» **TASK ITEM**:
Below are some records. Output the lines from the first one through the line that holds "0,100% 100%,50% 72%,0", exactly as written, with no pictures.

» **INPUT MATERIAL**:
####################

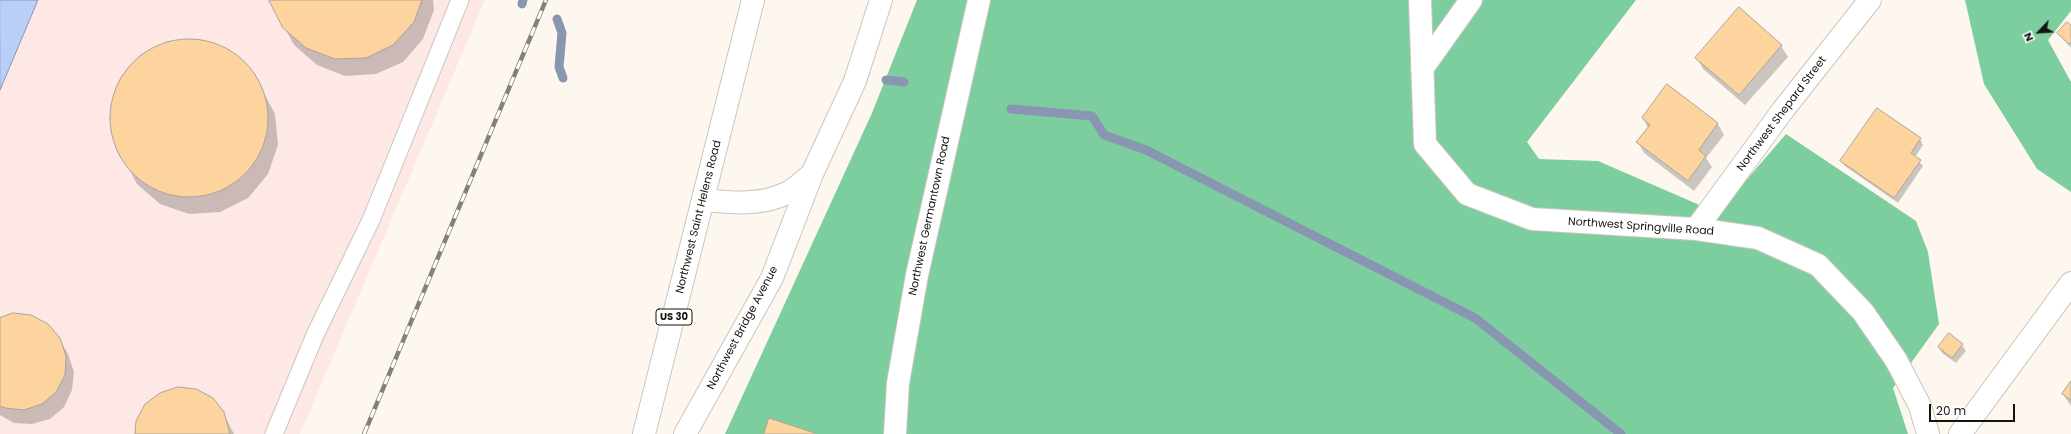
<!DOCTYPE html>
<style>
body{margin:0}
#map{position:relative;width:2071px;height:434px;overflow:hidden;background:#fef7ef;font-family:Poppins,sans-serif}
canvas{display:block}
.north{position:absolute;left:2019px;top:12px;width:40px;height:40px;-webkit-text-stroke:3px #fff;paint-order:stroke;rotate:245deg;font-size:11px;font-weight:700;line-height:16px;text-align:center;color:#151310}
.north::after{content:'';display:block;margin:auto;width:14px;height:18px;background:#151310;clip-path:polygon(50% 0,100% 100%,50% 72%,0 100%)}
.scale{position:absolute;left:1929px;top:404px;width:86px;height:18px;box-sizing:border-box;border:2px solid #151310;border-top:0;padding-left:5px;font-size:12px;line-height:14px;white-space:nowrap;color:#151310;-webkit-text-stroke:3px #fff;paint-order:stroke}
</style>
<div id="map">
<canvas width="2071" height="434"></canvas>
<div class="north">N</div>
<div class="scale">20 m</div>
</div>
<script>
const g = document.querySelector('canvas').getContext('2d');
g.lineJoin = 'round';
function fill(path, color) {
  g.fillStyle = color;
  g.fill(path, 'evenodd');
}
function trace(path, color, width, dash) {
  g.strokeStyle = color;
  g.lineWidth = width;
  g.lineCap = dash ? 'butt' : 'round';
  g.setLineDash(dash || []);
  g.stroke(path);
}
function label(font, color, halo, rows, align = 'center') {
  g.font = font + ' Poppins,sans-serif';
  g.lineWidth = 3;
  g.setLineDash([]);
  g.textBaseline = 'middle';
  g.strokeStyle = halo;
  g.fillStyle = color;
  for (const [text, x, y, turn = 0] of rows) {
    g.save();
    g.translate(x, y);
    g.rotate((+turn || 0) * Math.PI / 180);
    g.textAlign = isNaN(turn) ? turn : align;
    if (halo) g.strokeText(text, 0, 0);
    g.fillText(text, 0, 0);
    g.restore();
  }
}
fill(new Path2D(`
 M38,0h447l-185,434h-300v-344z`), '#fee8e6');
fill(new Path2D(`
 M917,0h719l-109,142 12,17 59,2 120,52 68,-79 130,87 12,31 11,72 -46,64 15,46h-1183l147,-321z
 M1965,0h106v11l-23,29 23,42v110l-34,-23 -53,-85z`), '#7dce9f');
const water = new Path2D(`
 M0,0h38l-38,90z`);
fill(water, '#b9cef8');
trace(water, '#8896b2', 1);
fill(new Path2D(`
 M270,0h163l1,10 -11,29 -20,23 -27,12 -31,2 -28,-11 -23,-20z
 M2071,27v21l-13,-15z
 M198,39l30,10 23,20 24,45 3,31 -10,29 -20,24 -28,14 -31,2 -29,-10 -23,-20 -24,-45 -3,-31 10,-30 20,-23 28,-14z
 M1781,46l7,11 -43,48 -42,-36 -6,-11z
 M1667,86l51,38 6,11 -18,23 6,9 -18,24 -50,-38 -6,-11 10,-14 -5,-10z
 M1920,139l3,6 -8,12 8,9 -25,37 -53,-37 -4,-5z
 M0,319l59,20 9,15 6,18 -2,18 -8,17 -14,12 -18,5 -18,-1 -14,-8z
 M1949,335l13,10 4,6 -10,12 -14,-10 -3,-5z
 M2071,382v24l-8,-12z
 M223,413l11,21h-98z`), '#0003');
trace(new Path2D(`
 M522,4l1,-4
 M557,19l5,14 -3,34 4,11
 M886,80l18,2
 M1011,109l81,7 12,19 42,15 329,168 146,116`), '#8896b2', 9);
const building = new Path2D(`
 M269,0h153l-8,22 -21,23 -27,13 -31,1 -29,-11 -23,-20z
 M1739,7l43,38 -43,50 -44,-37z
 M2067,22l4,3v17l-2,2 -12,-11z
 M110 118a79 79 0 1 1 158 0a79 79 0 1 1-158 0Z
 M1667,84l51,39 -19,27 7,6 -18,25 -52,-39 14,-17 -8,-7z
 M1877,108l44,30 -10,15 10,7 -27,38 -54,-37z
 M13,313l18,2 17,9 12,14 6,18 -1,19 -9,17 -14,12 -18,6 -19,-2 -5,-2v-88z
 M1949,333l14,11 -11,14 -14,-11z
 M2071,381v19l-9,-6z
 M178,387l18,2 17,9 11,14 6,22h-95l1,-13 9,-17 15,-11z
 M769,418l46,15v1h-51z`);
fill(building, '#fdd49d');
trace(building, '#aaa49c', 1);
const service = new Path2D(`
 M274,434l41,-99 56,-115 89,-220`);
const minor = new Path2D(`
 M1420,0l5,144 42,50 65,25 164,10 62,9 60,27 45,47 33,48 24,46 8,28
 M1422,69l49,-69
 M1696,229l87,-119 87,-110
 M1960,434l111,-151`);
const secondary = new Path2D(`
 M895,434l3,-51 19,-108 62,-275`);
const primary = new Path2D(`
 M704,200c30,3 58,6 85,-8 8,-4 15,-12 22,-17
 M685,434l87,-156 40,-104 43,-93 26,-81`);
const trunk = new Path2D(`
 M644,434l109,-434`);
trace(service, '#cbc5bd', 19);
trace(minor, '#cbc5bd', 24);
trace(secondary, '#cbc5bd', 24);
trace(primary, '#cbc5bd', 24);
trace(trunk, '#cbc5bd', 24);
trace(service, '#fff', 17);
trace(minor, '#fff', 22);
trace(secondary, '#fff', 22);
trace(primary, '#fff', 22);
trace(trunk, '#fff', 22);
const rail = new Path2D(`
 M364,434l182,-434`);
trace(rail, '#84807a', 4.5);
trace(rail, '#fff', 3, [9]);
for (const [x, y, w] of [
 [674,317,36]
]) {
  const box = new Path2D();
  box.roundRect(x - w / 2, y - 8, w, 16, 3);
  g.fillStyle = '#fff';
  g.fill(box);
  trace(box, '#151310', 1);
}
label('bold 10px', '#151310', null, [
 ["US 30",674,317]
]);
label('11px', '#151310', '#fff', [
 ["Northwest Shepard Street",1782,114,-53],
 ["Northwest Germantown Road",930,216,-78],
 ["Northwest Saint Helens Road",699,217,-76],
 ["Northwest Springville Road",1641,227,4],
 ["Northwest Bridge Avenue",743,328,-62]
]);
</script>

####################

» **ANSWER FOR THE TASK**:
<!DOCTYPE html>
<style>
body{margin:0}
#map{position:relative;width:2071px;height:434px;overflow:hidden;background:#fef7ef;font-family:Poppins,sans-serif}
canvas{display:block}
.north{position:absolute;left:2019px;top:12px;width:40px;height:40px;-webkit-text-stroke:3px #fff;paint-order:stroke;rotate:245deg;font-size:11px;font-weight:700;line-height:16px;text-align:center;color:#151310}
.north::after{content:'';display:block;margin:auto;width:14px;height:18px;background:#151310;clip-path:polygon(50% 0,100% 100%,50% 72%,0 100%)}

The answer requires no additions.